Core investment: These properties usually have a credit tenant already in place. A credit tenant will have a strong financial standing and present lower risk than others. This type of investment is known for its safe return and low levels of risk, which could make it a great fit for a passive investor.

Core plus: Assets in this category are cash flowing, which means the income begins upon acquisition. There could be some opportunities to fix up the property and increase rents too. However, tenants in this category may not have the outstanding credit of those in the core investment space. Furthermore, renovations and repairs for these properties could require additional funds.

Value-add: Properties in this segment often come with high potential (and higher levels of risk). Professional investors frequently look for this type of asset, which might require massive renovations or a complete reimagining of the space. While there may be major work required upfront, the returns on these properties could be higher as well.

Opportunistic: These projects frequently involve heavy development, which might include demolishing a building and putting up a new one.

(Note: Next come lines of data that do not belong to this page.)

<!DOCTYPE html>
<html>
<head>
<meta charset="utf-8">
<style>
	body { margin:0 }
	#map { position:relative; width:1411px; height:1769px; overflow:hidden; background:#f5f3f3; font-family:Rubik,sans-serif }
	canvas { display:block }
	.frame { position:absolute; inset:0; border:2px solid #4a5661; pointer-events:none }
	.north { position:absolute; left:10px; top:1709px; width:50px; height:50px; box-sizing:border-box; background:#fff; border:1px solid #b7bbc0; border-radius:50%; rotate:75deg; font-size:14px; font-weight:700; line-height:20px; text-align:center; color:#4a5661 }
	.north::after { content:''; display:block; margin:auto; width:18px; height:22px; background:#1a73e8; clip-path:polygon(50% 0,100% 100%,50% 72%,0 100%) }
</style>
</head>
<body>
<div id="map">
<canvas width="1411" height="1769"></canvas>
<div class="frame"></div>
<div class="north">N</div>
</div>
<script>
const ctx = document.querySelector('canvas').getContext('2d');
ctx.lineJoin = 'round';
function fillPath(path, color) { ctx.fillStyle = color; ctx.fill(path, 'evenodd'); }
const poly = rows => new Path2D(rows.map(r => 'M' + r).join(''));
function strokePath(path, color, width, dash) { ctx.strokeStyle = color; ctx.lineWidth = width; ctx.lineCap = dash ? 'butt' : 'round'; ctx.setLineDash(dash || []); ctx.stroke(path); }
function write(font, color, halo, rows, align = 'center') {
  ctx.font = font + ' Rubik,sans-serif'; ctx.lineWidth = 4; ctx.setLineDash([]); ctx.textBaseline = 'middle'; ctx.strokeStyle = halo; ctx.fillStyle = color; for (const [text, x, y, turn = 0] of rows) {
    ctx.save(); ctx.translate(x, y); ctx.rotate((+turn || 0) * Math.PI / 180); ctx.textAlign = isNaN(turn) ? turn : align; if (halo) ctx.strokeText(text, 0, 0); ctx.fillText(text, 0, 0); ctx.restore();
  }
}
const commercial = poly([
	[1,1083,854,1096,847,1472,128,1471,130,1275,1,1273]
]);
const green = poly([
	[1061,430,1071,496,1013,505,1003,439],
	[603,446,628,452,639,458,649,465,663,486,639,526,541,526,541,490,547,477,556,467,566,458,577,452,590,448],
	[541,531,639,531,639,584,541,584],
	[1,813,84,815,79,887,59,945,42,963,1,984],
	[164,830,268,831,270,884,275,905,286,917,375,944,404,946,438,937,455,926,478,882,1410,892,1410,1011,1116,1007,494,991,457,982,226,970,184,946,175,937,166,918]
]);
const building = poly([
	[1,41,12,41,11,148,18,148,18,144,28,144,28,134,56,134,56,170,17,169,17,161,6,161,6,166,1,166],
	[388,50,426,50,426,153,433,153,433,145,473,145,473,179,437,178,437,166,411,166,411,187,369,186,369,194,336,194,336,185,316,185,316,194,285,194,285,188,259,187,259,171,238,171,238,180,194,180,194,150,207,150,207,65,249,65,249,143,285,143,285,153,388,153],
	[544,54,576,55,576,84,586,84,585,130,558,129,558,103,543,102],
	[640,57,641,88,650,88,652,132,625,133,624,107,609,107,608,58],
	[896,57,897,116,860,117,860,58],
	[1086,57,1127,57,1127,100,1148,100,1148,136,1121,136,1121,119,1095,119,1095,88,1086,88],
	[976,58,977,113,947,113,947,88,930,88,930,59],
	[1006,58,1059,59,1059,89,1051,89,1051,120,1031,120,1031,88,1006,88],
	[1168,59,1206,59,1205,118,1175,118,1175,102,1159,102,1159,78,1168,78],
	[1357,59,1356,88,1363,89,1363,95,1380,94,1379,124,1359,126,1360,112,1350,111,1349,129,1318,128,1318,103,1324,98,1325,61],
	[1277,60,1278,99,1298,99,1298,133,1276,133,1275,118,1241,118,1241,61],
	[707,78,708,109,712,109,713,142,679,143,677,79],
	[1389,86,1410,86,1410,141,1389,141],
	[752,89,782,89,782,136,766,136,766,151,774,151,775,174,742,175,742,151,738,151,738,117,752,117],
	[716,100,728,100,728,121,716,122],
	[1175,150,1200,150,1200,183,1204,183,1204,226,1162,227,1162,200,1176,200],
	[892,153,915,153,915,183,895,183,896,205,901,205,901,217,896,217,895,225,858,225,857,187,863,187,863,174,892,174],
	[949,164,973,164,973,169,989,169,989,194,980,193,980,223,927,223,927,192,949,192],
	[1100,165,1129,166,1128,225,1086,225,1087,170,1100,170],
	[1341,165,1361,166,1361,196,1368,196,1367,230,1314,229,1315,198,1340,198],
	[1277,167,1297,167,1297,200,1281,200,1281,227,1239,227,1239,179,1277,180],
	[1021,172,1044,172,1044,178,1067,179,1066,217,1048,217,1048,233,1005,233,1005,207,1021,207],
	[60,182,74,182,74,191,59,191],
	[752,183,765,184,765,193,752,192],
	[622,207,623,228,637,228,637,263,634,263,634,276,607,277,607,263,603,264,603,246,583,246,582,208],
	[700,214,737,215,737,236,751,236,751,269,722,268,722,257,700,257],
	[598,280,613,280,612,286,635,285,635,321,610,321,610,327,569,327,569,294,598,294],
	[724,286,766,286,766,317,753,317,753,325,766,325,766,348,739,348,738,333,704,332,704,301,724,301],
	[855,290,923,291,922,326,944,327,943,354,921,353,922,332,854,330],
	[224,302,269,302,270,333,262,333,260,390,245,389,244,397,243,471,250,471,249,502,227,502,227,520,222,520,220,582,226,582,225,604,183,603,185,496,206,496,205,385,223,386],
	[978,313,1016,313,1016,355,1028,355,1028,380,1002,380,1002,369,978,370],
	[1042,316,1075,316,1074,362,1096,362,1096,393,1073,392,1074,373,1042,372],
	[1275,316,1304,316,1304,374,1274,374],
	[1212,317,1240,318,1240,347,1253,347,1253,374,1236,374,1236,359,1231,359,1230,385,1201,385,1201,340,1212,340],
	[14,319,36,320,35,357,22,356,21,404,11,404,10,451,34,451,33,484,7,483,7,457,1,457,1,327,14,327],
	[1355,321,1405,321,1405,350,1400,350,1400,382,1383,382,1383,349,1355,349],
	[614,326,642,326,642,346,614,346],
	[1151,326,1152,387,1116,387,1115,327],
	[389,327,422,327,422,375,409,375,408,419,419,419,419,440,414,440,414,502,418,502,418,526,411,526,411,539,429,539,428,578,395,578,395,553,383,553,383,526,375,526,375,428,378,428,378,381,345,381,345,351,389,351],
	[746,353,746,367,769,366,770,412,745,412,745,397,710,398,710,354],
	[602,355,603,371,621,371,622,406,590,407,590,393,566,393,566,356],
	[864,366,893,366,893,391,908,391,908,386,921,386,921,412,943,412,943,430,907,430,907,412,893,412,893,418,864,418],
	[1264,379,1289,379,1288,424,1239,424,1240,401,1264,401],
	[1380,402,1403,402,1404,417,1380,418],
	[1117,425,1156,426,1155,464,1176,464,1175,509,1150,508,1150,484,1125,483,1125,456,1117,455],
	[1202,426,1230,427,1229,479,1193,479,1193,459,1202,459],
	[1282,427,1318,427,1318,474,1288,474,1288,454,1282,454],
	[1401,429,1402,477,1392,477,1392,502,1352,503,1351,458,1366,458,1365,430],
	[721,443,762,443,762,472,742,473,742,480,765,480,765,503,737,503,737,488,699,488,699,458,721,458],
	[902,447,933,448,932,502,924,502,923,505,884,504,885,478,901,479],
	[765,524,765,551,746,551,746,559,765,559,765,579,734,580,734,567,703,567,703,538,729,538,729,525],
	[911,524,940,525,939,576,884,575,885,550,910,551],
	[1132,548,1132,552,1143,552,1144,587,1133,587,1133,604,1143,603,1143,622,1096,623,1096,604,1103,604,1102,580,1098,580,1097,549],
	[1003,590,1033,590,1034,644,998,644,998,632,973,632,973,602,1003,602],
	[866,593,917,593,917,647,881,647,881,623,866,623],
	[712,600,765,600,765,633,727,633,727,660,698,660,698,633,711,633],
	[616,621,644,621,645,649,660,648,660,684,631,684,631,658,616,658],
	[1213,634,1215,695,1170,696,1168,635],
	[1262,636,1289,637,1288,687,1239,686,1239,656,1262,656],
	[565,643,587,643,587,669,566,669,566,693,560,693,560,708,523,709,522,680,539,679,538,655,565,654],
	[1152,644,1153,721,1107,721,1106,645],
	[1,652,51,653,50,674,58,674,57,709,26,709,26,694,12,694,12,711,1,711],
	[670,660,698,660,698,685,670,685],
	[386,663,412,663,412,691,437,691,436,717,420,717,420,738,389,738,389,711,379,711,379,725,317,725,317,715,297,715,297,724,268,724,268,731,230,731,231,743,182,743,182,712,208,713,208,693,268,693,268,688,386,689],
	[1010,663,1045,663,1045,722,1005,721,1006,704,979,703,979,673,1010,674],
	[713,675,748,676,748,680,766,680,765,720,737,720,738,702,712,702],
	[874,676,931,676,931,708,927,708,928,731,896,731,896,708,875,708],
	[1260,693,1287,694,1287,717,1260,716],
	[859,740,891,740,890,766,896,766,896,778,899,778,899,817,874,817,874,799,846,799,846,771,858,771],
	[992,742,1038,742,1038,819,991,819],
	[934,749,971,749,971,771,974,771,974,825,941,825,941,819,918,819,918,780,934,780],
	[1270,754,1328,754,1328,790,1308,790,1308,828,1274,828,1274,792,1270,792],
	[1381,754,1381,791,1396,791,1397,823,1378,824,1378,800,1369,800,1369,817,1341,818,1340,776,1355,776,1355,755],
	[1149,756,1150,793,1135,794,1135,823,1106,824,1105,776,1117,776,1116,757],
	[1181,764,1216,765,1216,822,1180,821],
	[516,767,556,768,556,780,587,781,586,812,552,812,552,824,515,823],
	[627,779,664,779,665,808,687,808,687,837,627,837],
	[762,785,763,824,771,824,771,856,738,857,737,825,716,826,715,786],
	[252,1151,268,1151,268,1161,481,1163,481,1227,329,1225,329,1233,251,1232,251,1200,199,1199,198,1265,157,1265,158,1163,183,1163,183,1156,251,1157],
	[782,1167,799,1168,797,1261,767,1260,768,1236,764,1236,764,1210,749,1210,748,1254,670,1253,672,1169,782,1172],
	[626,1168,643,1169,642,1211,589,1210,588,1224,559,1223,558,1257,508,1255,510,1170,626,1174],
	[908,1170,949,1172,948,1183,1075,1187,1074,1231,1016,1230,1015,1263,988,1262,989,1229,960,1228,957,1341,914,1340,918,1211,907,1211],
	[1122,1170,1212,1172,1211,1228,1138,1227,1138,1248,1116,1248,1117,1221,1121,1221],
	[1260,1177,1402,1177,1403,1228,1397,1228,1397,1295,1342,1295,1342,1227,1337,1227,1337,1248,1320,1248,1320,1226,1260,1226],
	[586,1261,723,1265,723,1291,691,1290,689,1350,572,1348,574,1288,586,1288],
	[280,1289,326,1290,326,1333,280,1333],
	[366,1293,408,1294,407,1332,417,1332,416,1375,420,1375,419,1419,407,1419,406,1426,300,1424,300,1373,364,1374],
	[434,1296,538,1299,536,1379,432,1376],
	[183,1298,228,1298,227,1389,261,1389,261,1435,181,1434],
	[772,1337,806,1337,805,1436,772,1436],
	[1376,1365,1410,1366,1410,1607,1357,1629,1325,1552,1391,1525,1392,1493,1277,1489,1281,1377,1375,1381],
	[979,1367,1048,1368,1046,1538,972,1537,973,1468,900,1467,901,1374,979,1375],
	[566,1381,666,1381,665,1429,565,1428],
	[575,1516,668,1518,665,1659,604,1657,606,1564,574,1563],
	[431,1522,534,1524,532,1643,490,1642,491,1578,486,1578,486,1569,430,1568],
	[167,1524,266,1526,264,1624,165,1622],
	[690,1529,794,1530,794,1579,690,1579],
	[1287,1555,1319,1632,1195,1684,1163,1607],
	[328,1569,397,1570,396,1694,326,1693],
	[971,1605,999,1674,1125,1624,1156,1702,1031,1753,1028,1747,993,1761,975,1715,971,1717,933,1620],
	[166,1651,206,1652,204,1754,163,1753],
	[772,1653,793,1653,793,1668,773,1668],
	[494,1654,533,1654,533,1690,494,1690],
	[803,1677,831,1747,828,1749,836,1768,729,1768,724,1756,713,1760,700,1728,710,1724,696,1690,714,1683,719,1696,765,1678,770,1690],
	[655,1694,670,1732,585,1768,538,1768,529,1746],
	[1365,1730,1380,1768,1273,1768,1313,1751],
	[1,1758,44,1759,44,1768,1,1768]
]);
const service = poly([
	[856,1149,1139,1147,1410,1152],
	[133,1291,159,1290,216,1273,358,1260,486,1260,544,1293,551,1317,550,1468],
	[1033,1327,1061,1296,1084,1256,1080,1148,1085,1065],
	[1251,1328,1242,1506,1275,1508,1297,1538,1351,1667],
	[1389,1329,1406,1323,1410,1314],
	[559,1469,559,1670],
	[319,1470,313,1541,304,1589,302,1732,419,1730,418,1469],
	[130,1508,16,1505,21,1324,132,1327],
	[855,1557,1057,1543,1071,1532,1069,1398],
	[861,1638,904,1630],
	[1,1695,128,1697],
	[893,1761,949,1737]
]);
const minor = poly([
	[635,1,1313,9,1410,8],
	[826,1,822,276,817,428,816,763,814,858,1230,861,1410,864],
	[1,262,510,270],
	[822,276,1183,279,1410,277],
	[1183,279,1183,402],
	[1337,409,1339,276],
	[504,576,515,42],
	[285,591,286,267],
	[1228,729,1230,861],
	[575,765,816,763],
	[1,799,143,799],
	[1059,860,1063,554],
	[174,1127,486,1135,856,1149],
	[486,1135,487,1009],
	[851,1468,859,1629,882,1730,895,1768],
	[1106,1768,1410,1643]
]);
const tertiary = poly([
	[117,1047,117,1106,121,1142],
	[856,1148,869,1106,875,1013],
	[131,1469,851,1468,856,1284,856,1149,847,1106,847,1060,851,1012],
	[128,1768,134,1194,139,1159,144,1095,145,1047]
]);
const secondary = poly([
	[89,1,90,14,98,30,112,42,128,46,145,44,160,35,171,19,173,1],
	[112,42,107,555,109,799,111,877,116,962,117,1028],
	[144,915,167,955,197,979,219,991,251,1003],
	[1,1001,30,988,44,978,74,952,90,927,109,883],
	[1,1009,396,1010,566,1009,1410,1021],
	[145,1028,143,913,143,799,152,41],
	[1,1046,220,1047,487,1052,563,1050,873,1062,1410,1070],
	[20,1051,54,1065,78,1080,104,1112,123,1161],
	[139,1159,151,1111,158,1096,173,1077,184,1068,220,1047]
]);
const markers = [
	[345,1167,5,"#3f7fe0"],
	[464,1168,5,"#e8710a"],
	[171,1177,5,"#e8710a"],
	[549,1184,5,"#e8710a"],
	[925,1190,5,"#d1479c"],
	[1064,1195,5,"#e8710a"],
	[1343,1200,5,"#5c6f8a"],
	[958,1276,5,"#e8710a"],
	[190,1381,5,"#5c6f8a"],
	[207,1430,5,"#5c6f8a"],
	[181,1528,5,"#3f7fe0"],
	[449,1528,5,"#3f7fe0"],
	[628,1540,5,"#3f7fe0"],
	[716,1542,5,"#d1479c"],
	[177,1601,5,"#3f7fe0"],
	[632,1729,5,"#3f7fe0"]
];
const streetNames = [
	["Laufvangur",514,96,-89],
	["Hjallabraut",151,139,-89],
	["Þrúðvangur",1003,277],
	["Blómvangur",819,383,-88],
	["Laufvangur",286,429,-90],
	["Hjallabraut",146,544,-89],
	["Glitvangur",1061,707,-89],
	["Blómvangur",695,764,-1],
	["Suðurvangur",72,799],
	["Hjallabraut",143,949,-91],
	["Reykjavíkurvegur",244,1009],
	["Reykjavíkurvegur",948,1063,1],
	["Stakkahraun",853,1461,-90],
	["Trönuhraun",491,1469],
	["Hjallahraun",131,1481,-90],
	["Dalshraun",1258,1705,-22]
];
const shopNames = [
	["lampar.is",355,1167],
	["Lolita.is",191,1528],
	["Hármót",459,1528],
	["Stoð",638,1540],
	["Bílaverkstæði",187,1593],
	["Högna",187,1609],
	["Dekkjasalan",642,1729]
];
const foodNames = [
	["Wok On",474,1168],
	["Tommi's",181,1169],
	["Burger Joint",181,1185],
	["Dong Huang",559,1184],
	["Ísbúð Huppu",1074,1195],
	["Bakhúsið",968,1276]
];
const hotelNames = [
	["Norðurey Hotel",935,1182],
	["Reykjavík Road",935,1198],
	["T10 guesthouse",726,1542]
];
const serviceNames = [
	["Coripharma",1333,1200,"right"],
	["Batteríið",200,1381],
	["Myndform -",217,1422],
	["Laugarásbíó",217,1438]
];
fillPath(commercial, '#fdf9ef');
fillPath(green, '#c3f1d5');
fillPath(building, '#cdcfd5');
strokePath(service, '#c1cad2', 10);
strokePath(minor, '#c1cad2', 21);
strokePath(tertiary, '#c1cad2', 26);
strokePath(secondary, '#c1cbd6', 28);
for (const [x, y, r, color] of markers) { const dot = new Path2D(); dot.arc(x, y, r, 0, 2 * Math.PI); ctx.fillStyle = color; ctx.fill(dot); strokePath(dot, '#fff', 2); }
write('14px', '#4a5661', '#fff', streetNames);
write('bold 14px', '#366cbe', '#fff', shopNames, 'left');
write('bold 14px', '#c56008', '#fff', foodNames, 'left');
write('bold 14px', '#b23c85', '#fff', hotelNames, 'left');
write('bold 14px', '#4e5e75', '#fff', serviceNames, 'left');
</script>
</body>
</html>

While the chance for high returns appeals to some investors, there is also significant risk involved. The initial funding required will be higher than other asset classes, and if plans go awry, the promised future income might not become a reality.

Surveying the Real Estate Scene

Once you’re aware of the property types available and have an understanding of the risk profiles, the best place to make an initial commercial real estate investment is often close to home. You’ll be more in tune to the current fluctuations in your own neighborhood or city. There’s nothing quite like walking through a property and talking to those involved in it! The process will provide key insight on why the property is being sold, what condition it is in, and where value could be added to it.

Finally, being aware of the ongoing market shifts will enable beginning and veteran investors to make wise decisions. With office spaces emptying, there could be opportunities to look at residential properties and find ways to make them more comfortable for remote workers. Carrying out research on a place and making a move when you’re ready will increase your chances for positive outcomes—and returns that outperform the market.